Lord Apollyon implist at paypc.com
Fri Aug 20 22:54:42 PDT 2004


> If I want to attach a file to an e-mail, I'll hit 'browse' and find a
> file.  Then I'll click 'attach' and it'll upload the file, and it'll
> claim it's attached to the message and it'll give filesize, mimetype,
> etc.
> 
> Then I send the file, and there's no attachment.  Some mail readers
> will see an attachment with the appropriate filename but with a size
> of 0 bytes.  Other mail readers (like IMP) will simply say there's no
> attachment.  I can even go to my sent-items folder and it'll claim
> there's no attachment to the file.

This sounds suspiciously like an upload directory permissions problem, a
misconfigured Safe Mode related problem, or a mixture of the two.

You need to figure out what the setting for PHP's upload directory is for
webserver.  If Safe Mode is enabled, then your copy of IMP will need to
match the ownership of that directory, otherwise IMP will be blocked from
touching and handling those files (which will be owned by the UID/GID of the
running webserver process).

Setting safe_mode_gid to TRUE and convincing your admin to chgrp wwwgroup
(or whatever it's called) would resolve this without throwing away Safe Mode
protections.

You're in a tough spot, as a loser-user (as opposed to an administrator). 
The webserver runs as its own UID/GID, which is not root and not you.
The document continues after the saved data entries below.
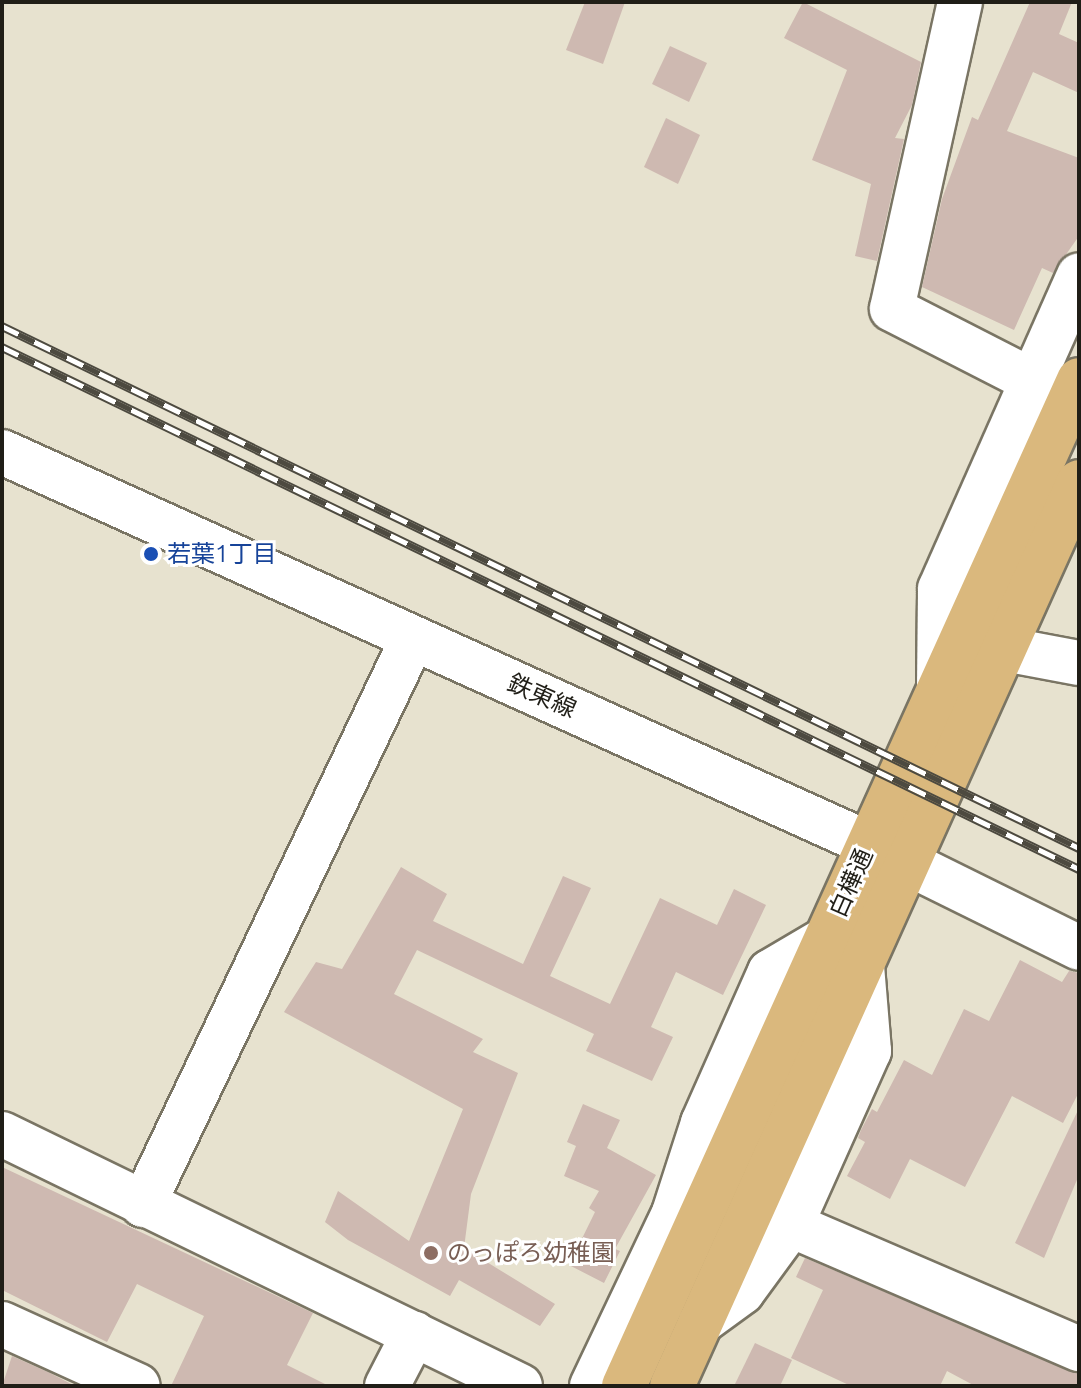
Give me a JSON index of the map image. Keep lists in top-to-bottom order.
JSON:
{
  "streets": {
    "main road": ["白樺通"],
    "street": ["鉄東線"]
  },
  "crossings": [
    ["鉄東線", "白樺通"]
  ],
  "places": ["若葉1丁目", "のっぽろ幼稚園"]
}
You have IMP code owned by you with your UID/GID.  Uploads will always be
owned by the webserver's UID.  You see the problem.

Multi-user installations of PHP usually like to enable Safe Mode to reduce
the likelihood of one user being able to browse and read other users' files
through the PHP file/directory navigation and read calls.

As some may rush forward to protest that Safe Mode is an application-level
"hack" or "fictional access control", I will submit that in the commonly
configured case of Apache installations, this is probably most accessible
method to reduce the attack profile of PHP's file-accessor calls.  Proper
UNIX permissions with its restrictive 3x3 model can only go so far,
especially when coupled with the security contexts in which Apache runs.

With proper ACLs or even perhaps one of the more exotic MPMs
("per-UID/threaded") of Apache 2, this problem could be properly addressed.